300 - Esther Solano
La lucha no cesa, el enemigo nos aventaja en número
por mucho. Cada día hay tres oleadas principales, pero el ataque nunca se
detiene por completo, es incesante.
Cuando parece que el batallón enemigo ha sido vencido,
que esa refriega ha terminado, que al menos habrá un momento de tregua. Un
respiro, un breve espacio para atender a los heridos con bálsamos y ungüentos,
prepararse para el siguiente enfrentamiento. Aparece un rival henchido de deber
hacia su bando que hace un ataque lateral, kamikaze, suicida, pero que nos priva del descanso, nos mina.
Aún agotados: continuamos. Aún enfermos. Aún heridos.
El Rey Leónidas tenía a sus trescientos guerreros
espartanos. Yo, sólo tengo mis dos manos contra este interminable ejército de
trastos sucios.
Hordas de sartenes, platos y cucharas toman por asalto
el fregadero. Vasitos inocentes acechan en el lugar más inesperado de la sala. Mientras hay tazas que tienden su redada en la recámara.

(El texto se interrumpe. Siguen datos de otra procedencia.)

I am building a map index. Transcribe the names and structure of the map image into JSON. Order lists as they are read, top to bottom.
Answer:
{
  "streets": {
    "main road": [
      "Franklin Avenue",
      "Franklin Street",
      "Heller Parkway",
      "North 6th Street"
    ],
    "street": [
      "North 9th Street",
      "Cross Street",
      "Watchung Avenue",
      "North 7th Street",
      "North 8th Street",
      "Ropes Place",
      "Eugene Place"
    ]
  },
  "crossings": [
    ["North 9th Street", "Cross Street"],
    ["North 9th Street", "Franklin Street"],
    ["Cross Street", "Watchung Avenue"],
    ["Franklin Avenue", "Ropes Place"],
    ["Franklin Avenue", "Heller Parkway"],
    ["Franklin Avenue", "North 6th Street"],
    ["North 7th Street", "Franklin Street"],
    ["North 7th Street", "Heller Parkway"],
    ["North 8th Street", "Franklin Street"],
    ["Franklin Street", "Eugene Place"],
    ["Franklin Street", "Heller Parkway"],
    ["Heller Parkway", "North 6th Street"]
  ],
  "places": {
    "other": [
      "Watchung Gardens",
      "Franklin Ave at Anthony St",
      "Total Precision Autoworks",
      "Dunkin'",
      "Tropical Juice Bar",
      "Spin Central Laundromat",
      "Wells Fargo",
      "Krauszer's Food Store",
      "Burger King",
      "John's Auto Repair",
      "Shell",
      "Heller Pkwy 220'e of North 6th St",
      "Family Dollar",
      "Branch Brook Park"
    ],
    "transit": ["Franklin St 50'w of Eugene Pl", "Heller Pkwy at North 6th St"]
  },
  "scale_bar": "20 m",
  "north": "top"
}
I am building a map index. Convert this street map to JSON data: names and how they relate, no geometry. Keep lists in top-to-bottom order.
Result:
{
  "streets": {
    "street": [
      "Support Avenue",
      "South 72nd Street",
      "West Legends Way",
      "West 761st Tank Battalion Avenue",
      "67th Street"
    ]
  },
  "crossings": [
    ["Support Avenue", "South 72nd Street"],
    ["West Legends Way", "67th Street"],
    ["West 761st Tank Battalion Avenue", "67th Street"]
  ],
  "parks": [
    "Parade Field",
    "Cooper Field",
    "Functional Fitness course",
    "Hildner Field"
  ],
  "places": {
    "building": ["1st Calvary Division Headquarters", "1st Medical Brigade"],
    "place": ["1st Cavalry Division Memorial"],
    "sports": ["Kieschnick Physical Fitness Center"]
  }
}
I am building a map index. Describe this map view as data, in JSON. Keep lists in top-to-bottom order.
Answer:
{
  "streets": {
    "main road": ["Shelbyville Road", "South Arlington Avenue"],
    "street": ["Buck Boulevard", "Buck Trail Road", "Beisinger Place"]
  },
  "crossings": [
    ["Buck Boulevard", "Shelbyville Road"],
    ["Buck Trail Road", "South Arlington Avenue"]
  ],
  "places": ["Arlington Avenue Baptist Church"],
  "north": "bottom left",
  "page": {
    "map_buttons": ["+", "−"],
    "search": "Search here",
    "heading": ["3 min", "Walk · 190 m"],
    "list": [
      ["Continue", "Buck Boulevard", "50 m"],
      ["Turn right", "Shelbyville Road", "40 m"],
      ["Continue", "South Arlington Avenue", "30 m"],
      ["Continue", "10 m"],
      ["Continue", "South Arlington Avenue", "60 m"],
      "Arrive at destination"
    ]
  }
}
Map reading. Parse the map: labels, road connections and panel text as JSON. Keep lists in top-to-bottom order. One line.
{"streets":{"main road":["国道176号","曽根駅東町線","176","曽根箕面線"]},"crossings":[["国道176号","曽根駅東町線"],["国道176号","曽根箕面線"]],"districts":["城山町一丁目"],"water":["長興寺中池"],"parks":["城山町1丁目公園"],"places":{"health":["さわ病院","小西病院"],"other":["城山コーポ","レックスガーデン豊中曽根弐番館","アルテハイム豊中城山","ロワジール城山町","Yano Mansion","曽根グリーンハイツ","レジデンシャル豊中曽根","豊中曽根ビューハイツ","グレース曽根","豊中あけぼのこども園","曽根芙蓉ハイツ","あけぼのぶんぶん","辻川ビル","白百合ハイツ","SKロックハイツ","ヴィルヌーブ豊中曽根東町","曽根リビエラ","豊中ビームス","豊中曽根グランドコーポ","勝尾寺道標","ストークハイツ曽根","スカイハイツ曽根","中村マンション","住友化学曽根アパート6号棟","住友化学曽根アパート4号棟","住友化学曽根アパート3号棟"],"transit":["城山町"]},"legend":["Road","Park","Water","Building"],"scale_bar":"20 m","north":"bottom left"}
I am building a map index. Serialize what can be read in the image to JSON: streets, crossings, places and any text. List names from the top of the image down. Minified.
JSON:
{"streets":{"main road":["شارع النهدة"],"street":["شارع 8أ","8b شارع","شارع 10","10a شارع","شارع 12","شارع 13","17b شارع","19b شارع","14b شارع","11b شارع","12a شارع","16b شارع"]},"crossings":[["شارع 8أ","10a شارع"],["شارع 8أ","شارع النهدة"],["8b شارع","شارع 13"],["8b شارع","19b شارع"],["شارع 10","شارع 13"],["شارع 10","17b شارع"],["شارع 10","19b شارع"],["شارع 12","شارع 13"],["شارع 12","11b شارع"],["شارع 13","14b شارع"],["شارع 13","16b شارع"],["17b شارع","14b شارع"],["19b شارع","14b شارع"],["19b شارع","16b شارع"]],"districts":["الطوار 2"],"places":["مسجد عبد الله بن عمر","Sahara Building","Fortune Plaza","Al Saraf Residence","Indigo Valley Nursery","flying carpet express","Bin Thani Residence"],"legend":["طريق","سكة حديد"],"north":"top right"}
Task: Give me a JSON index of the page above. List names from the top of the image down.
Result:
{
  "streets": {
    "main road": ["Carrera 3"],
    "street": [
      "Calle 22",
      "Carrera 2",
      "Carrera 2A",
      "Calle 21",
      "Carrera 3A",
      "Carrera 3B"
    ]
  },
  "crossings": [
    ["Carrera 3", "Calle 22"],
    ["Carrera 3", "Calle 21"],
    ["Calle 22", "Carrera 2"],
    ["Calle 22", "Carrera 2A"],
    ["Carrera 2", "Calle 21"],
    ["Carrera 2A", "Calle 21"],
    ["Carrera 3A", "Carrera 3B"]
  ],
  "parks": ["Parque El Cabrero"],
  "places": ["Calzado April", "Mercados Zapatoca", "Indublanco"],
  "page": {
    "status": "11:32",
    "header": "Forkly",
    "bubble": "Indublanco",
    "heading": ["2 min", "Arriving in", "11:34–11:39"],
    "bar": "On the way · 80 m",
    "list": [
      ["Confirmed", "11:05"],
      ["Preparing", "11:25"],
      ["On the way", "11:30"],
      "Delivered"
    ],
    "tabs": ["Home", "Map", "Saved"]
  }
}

No espero ganar esta guerra, si acaso mantener al
enemigo a raya.
Cada traste caído bajo el fregón y el detergente
vuelve al ataque cubierto de grasa o mieles. Cientos, miles han caído. Sin embargo,
sé que cientos de miles se aproximan. Llenan mi futuro aún por escribir.
Todos los días: laborales o feriados. Sin descanso. Especialmente
tras aquellas celebraciones llenas de algarabía y regocijo emprenden ataques
rabiosos, haciéndose acompañar de copas y platones de formas inverosímiles.
Sin embargo, al igual que ellos, me mantengo en el
frente. Protejo mi bastión. Seguiré luchando hasta el último aliento, aun
cuando la crónica de esta guerra vaticine la derrota.